<<<<

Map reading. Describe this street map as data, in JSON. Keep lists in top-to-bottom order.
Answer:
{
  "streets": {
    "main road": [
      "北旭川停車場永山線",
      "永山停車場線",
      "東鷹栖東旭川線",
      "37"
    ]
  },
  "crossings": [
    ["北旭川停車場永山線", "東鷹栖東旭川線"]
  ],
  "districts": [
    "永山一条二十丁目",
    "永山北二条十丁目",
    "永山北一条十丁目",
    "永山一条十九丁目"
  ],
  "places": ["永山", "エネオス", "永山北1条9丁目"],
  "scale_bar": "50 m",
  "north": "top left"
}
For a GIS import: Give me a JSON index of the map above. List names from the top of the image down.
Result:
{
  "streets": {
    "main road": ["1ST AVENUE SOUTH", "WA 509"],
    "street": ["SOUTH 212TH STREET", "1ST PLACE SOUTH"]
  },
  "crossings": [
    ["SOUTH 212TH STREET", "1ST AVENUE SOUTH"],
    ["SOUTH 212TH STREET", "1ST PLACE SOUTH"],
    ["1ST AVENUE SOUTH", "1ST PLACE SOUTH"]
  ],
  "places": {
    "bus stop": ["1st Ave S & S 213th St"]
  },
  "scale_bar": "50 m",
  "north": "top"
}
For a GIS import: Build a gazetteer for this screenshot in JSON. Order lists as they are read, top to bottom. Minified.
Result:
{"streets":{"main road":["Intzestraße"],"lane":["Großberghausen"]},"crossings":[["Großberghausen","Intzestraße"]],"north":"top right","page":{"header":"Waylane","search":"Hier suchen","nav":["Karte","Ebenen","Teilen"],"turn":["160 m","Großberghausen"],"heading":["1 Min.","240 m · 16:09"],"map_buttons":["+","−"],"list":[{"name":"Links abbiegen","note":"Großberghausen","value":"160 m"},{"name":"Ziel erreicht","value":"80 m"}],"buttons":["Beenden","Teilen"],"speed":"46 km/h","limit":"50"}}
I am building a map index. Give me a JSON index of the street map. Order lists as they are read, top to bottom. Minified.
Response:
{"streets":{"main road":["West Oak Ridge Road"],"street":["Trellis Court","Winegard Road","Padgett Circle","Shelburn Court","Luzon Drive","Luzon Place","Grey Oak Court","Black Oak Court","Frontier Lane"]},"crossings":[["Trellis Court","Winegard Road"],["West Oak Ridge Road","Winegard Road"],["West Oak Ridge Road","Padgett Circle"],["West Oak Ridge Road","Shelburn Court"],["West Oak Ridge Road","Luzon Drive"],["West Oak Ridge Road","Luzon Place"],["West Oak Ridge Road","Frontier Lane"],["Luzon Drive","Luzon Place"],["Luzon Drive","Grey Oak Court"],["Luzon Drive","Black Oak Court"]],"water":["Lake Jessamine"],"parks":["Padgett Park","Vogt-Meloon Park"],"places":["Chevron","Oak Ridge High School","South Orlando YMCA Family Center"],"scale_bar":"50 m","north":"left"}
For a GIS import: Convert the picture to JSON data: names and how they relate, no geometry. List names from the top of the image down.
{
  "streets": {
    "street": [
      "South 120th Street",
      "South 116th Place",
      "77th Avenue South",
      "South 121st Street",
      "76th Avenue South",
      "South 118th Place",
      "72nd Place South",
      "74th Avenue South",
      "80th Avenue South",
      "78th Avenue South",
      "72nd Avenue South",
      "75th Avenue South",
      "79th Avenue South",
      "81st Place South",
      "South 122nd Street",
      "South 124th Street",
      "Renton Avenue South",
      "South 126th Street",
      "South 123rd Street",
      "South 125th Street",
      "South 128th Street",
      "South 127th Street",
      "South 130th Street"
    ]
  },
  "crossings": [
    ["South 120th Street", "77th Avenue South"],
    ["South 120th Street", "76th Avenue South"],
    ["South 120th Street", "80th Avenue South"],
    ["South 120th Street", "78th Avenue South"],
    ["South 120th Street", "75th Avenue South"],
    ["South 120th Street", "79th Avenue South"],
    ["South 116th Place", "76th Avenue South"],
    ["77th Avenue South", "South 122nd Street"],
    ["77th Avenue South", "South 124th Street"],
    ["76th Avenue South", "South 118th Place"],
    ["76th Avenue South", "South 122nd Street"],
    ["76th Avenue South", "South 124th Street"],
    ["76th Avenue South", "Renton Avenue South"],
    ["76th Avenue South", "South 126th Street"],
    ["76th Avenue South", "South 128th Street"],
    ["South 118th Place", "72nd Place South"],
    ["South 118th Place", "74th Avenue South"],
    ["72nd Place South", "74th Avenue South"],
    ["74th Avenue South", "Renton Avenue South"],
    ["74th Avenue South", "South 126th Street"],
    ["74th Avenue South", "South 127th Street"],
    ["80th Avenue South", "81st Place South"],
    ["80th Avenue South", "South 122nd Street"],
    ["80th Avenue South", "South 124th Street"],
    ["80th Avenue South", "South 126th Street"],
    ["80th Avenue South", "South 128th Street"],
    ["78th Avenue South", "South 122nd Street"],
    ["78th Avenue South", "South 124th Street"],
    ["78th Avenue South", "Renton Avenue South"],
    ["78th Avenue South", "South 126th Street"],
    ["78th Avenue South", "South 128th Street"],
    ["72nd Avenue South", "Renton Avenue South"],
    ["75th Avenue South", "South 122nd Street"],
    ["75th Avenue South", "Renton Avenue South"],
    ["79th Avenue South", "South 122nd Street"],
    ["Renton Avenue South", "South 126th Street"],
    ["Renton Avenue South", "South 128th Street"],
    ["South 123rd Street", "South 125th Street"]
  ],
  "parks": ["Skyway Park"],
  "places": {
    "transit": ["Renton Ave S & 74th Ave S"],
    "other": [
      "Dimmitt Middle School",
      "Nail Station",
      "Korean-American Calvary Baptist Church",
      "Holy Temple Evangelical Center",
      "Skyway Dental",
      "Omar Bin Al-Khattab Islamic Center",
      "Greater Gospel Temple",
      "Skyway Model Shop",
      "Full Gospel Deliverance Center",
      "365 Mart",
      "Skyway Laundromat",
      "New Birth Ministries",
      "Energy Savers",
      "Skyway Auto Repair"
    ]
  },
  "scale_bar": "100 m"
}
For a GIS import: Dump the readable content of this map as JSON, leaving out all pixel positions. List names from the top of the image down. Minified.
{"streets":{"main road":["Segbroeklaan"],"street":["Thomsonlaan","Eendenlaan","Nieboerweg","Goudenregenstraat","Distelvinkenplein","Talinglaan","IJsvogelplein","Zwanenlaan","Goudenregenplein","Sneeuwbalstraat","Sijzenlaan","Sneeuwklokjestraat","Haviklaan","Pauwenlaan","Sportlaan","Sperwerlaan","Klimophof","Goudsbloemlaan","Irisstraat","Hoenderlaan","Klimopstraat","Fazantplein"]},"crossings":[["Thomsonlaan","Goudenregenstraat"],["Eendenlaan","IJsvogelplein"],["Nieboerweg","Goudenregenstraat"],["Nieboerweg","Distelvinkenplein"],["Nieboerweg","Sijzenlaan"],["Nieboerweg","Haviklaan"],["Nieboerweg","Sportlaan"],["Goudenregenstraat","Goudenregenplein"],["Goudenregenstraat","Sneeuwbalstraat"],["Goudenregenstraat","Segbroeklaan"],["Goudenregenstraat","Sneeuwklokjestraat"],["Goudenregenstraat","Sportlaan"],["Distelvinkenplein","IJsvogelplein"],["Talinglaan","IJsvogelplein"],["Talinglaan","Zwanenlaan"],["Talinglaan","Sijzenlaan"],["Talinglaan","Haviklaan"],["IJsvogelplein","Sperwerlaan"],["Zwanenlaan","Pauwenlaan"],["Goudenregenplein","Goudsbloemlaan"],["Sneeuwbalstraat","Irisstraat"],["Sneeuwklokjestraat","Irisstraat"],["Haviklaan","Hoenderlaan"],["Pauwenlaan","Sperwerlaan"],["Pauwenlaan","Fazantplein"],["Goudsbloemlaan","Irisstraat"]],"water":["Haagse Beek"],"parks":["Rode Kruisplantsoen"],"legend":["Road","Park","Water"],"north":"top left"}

>>>>

## TASK DETAILS
For the entries shown above, tally every line containing the word "names". Report the tally and nothing else.

## WRITTEN REPLY
3